Banta

Dear, Mr Dastagir,

I am writing to you to try and stop this serious problem we have in our school, banter. Many people are hurt by that awful word. Friends use this as an excuse, to solve the case of a hurtful comment to others. Many more say “its just banter” after an inappropriate comment but carry on and sometimes causes fights.

There are  a lot of examples of banter and those are just a few, staff and teachers need to tackle this situation that isn’t just a dilemma in schools, but all around the globe. Sometimes your messing around with your friends having a joke but once you include your parents or any racism, then it’s not a joke any more, they think it’s a bit funny, but it will end badly.

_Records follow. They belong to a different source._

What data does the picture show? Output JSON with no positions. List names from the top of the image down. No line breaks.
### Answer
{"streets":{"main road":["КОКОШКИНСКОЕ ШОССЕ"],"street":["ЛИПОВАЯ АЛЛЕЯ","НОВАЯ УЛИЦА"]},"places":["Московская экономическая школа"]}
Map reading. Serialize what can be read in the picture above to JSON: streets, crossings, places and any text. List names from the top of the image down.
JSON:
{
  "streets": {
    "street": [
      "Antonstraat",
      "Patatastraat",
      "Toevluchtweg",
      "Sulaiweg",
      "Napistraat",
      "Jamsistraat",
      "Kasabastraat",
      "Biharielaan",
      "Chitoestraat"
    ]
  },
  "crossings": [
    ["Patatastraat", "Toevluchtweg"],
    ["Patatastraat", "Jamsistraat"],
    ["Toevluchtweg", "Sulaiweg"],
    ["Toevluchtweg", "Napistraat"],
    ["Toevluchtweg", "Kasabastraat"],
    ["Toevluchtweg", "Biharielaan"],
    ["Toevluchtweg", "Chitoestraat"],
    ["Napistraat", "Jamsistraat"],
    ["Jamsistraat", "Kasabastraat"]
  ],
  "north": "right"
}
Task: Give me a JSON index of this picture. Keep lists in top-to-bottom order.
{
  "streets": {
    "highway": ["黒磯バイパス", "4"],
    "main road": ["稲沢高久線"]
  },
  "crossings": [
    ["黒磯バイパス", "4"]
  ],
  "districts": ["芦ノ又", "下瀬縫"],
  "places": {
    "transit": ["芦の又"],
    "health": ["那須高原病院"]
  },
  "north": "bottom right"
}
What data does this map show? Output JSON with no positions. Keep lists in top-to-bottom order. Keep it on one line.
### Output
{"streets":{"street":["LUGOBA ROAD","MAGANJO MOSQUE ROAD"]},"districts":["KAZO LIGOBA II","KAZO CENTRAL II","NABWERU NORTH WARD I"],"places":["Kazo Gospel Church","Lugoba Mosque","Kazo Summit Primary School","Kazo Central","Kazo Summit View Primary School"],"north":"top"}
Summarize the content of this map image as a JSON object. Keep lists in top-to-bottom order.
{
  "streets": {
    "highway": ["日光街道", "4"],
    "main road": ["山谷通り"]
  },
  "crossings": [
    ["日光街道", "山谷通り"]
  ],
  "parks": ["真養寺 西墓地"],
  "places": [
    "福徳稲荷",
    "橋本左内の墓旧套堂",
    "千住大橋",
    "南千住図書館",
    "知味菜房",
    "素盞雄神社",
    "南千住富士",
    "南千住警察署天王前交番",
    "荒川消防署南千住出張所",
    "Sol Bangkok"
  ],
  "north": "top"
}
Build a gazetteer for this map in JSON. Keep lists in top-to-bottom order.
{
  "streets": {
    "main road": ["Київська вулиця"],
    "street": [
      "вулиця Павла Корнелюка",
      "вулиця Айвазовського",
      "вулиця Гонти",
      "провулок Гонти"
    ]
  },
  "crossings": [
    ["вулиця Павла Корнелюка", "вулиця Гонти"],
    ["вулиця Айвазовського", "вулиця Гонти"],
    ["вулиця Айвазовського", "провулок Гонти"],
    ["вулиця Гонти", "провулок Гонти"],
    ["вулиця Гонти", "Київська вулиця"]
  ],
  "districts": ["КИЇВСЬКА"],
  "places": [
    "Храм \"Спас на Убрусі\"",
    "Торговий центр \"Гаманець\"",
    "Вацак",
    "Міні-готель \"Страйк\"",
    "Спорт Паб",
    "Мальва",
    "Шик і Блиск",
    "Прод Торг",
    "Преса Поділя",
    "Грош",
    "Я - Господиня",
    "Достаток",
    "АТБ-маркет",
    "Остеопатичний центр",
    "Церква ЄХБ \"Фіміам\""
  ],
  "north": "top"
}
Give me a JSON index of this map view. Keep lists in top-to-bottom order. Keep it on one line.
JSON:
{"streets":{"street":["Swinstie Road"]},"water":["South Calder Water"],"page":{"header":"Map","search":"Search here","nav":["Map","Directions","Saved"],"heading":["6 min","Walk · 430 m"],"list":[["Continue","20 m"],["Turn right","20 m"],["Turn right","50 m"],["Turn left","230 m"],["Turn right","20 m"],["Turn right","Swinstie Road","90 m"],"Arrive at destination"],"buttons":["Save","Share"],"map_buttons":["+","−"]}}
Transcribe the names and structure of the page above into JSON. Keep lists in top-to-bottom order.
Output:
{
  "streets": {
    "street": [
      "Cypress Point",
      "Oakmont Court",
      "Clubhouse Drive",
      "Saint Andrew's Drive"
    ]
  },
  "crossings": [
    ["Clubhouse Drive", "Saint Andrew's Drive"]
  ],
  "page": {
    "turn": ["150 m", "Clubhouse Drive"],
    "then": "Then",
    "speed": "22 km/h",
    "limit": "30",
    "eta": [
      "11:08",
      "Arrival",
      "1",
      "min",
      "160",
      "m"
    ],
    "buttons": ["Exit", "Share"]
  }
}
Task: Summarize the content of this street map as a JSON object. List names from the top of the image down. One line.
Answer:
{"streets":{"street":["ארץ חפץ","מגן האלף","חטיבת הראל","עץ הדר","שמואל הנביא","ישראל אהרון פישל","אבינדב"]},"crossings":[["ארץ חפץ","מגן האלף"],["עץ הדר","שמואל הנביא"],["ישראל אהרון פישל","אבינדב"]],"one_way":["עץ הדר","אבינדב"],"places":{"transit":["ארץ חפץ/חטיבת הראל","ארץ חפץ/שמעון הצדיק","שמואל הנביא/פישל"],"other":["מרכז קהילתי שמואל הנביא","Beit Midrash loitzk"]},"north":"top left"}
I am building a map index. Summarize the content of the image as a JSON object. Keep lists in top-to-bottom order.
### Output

There was an assembly about banter not long ago,  but that didn’t change anything at all. Banter is still  a tragic problem that may be difficult to conquer. When I pass through the corridors of this school I see fighting, rudeness  and people mocking others. This needs to stop, it causes havoc all.around the halls of the school and may disturb other classes that are trying to study and learn .
This is not safe as running around the school is dangerous and there could be many accidents throughout school, and that is  why many students have recently been going to the basement.Only for minor injuries  and other pupils are suffering more so it stops the staff helping others in need.

The kind of children which are always mucking about in the corridors, when there are visitors are setting a bad example on the school and ruining its reputation as one of the greatest schools in London. So after the London Nautical school has delt with the school will be much better and not much more problems will be caused like fights and arguments, enemies and many other dilemas caused by just banter.

This is why I really want banta out of this school, because I too, have been affected by banter and I dont want that to happen anymore. I hope this letter will en-lighten others to stop bullying or using “banta” as an excuse for many things you would normally get in trouble for.

After offending someone quite badly,I think its better to say sorry than saying “its just banter” to improve your relationship with the victim and become friends.
This letter will definetly not stop bullying or “banta” but it could be a message for others to improve their behaviour.

Iam now reaching the end of my letter.
I hope the best of this School and I hope soon banter will leave this school and never come back. I also wish you read this and simply try the best you can to stop banter in LNS.

If you could possibly make it one of the top rules not to use banter. And give suviere punishments to anyone who violates the rule. For example a red card. Anyway that is all and hopefully you think about the consequences of banter

Your sincerely, John Duque?

5 Comments

  1. I can see that you have taken in lots of ideas from our discussions in class. Your tone is generally clear and confident, informing the Headmaster of a problem that you have perceived and explaining your point of view.

    Keep it up!

    Targets
    1) Vary your vocabulary – how often have you used the word ‘joke’ what could you use instead?
    2) Consider using a colon in you first sentence – where would it go?
    3) Aim to re-draft at least one paragraph in order to achieve the Perfect Paragraph badge
    http://achieve.community.edutronic.net/stage-one-writing/perfect-paragraph/
    How will you meet this criteria?
    4) You are considerably under your word limit – write a plan to help develop your ideas and structure – mindmaps help me. Ask if you would like a hand.

  2. This is (slowly) showing some more progress. You are at 172 words – your minimum word limit to achieve the Transactional Writing badge is 500 words.

    Aim to re-draft at least one paragraph in order to achieve the Perfect Paragraph badge
    http://achieve.community.edutronic.net/stage-one-writing/perfect-paragraph/
    How will you meet this criteria?

  3. This is much closer to your minimum word limit – you have just about 100 words to go!

    Paragraph Three – Perfect Paragraph achieved!

    Targets
    1) Re-read and edit your first paragraph – how could your meaning be made clearer? Where are there words missing?
    2) Always re-read and edit sentence length – where are your sentences too long? How will you amend this?

    See me if you would like some help with this?

  4. Please check that your spelling of banter is consistent throughout this letter.

    Finally, please check your use f prepositions – have you used the correct one and does this make your meaning clear?